**Task to carry out:** Return each line below holding the string "nowrap".

**Exercise materials:**
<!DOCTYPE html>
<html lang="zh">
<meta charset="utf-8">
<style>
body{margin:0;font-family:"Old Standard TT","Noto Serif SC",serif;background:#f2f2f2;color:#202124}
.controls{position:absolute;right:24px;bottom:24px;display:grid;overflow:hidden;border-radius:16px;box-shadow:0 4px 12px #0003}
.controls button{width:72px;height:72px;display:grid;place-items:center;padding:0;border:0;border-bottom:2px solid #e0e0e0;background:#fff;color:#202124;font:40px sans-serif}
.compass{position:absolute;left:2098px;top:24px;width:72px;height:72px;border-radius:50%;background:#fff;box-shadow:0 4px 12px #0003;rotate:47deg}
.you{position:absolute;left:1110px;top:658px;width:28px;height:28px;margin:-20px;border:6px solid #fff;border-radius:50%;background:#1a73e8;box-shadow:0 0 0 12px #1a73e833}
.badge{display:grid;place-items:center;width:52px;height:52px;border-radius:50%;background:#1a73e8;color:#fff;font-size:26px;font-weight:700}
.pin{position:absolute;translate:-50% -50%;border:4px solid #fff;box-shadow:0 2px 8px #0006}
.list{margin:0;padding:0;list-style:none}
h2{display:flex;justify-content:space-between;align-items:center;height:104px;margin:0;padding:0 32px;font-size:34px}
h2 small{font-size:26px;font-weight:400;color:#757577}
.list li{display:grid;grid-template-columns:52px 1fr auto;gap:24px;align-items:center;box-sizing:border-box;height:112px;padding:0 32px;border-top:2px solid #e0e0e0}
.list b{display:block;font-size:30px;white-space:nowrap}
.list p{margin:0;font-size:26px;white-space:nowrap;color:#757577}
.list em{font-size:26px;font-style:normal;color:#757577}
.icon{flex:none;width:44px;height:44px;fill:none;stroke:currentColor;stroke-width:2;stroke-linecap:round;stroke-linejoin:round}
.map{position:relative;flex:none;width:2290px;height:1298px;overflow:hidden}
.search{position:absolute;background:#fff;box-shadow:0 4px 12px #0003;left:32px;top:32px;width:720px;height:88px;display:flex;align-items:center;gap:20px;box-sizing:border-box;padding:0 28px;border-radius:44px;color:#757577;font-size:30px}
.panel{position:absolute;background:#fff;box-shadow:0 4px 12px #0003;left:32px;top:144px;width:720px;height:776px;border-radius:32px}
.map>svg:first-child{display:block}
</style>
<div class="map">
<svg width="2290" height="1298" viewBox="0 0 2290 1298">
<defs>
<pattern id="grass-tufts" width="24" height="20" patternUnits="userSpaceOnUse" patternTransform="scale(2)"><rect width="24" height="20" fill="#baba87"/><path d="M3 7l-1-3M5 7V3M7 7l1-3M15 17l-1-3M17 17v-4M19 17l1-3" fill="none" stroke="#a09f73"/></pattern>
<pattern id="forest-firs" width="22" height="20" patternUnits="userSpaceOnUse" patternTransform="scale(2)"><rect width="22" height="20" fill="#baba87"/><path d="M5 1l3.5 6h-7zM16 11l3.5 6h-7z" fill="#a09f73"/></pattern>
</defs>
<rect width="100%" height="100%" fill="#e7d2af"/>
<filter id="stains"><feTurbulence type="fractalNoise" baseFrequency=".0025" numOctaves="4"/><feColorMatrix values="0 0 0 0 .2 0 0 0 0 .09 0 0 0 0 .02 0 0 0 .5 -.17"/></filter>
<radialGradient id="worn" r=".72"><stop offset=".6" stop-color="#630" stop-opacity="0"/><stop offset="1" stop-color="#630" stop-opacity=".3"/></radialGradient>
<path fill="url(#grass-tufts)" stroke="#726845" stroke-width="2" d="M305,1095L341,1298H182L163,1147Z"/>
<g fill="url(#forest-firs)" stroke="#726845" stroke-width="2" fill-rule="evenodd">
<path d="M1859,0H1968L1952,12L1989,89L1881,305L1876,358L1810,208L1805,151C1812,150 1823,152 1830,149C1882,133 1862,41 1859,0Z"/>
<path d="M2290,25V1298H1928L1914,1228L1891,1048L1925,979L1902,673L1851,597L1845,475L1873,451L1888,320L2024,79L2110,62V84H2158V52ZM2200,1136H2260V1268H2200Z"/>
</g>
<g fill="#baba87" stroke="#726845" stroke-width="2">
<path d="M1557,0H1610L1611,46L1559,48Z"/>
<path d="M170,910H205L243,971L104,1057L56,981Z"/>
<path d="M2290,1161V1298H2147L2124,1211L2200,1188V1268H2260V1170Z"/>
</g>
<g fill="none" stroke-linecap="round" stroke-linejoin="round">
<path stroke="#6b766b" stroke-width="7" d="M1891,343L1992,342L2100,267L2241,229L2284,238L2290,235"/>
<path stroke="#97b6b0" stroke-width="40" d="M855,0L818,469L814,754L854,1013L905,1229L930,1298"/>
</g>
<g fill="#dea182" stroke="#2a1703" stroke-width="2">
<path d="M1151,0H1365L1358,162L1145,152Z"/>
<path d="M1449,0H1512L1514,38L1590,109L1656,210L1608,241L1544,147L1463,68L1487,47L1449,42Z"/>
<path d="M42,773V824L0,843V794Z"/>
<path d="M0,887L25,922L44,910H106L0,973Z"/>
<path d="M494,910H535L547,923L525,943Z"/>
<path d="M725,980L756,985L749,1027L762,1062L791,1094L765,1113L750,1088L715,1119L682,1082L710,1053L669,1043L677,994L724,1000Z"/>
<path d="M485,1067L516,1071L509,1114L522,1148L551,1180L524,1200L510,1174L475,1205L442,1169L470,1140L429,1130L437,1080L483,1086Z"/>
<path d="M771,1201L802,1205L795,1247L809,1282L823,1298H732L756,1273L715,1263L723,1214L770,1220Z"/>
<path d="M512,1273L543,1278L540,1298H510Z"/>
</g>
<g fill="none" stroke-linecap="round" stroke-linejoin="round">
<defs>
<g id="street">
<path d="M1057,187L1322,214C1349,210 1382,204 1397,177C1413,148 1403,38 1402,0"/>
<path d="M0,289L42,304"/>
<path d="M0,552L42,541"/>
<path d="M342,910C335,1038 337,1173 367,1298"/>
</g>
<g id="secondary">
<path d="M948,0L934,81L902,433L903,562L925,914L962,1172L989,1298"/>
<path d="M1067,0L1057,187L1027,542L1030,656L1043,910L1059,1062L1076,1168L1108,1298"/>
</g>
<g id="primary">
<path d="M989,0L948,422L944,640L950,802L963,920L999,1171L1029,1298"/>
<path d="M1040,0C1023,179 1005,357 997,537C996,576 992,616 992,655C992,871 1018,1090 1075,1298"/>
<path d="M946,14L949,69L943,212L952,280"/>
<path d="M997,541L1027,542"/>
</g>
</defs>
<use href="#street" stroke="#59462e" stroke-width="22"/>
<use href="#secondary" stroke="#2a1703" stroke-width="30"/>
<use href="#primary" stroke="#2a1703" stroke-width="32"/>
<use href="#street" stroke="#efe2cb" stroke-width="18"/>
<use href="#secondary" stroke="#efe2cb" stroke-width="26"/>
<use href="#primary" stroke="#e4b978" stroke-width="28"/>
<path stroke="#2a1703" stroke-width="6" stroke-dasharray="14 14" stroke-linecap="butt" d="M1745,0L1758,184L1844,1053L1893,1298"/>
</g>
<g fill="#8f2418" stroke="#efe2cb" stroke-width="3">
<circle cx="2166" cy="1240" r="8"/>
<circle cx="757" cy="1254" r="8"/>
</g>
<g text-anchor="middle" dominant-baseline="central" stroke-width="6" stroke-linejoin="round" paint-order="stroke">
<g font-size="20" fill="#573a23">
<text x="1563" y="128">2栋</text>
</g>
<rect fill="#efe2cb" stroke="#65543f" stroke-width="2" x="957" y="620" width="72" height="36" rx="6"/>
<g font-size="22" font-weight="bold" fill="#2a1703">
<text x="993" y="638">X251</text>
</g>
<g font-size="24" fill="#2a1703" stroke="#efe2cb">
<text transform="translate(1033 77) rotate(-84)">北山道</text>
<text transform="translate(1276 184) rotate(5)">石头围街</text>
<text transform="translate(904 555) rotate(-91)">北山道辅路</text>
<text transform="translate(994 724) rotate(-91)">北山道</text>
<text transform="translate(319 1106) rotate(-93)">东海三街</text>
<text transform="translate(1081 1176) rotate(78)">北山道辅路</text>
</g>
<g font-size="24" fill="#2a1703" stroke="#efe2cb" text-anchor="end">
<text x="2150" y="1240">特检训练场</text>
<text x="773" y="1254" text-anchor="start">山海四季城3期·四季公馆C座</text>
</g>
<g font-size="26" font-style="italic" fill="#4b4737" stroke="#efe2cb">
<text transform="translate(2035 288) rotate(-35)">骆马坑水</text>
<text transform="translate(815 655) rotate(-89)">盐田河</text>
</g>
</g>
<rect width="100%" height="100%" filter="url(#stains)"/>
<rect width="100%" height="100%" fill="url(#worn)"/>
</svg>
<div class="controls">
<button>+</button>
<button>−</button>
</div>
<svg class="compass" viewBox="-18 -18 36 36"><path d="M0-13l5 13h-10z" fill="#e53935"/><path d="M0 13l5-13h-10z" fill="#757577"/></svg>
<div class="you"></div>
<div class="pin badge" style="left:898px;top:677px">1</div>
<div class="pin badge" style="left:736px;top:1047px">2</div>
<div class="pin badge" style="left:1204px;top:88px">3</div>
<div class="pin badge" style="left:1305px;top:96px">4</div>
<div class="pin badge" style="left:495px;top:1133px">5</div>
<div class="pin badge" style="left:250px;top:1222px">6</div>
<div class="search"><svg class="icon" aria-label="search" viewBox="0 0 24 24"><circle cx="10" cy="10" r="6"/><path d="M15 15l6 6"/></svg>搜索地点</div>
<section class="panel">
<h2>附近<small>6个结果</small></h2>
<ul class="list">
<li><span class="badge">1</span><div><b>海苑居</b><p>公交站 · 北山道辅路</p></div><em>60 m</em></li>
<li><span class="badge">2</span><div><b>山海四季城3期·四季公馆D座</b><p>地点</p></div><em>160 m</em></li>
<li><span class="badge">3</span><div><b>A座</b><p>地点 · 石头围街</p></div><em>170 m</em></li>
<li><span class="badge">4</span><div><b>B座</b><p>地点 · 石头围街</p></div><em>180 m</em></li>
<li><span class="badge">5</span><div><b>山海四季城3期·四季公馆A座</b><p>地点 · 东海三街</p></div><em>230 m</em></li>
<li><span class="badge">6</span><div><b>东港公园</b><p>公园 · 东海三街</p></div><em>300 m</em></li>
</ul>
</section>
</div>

**Exercise solution:**
.list b{display:block;font-size:30px;white-space:nowrap}
.list p{margin:0;font-size:26px;white-space:nowrap;color:#757577}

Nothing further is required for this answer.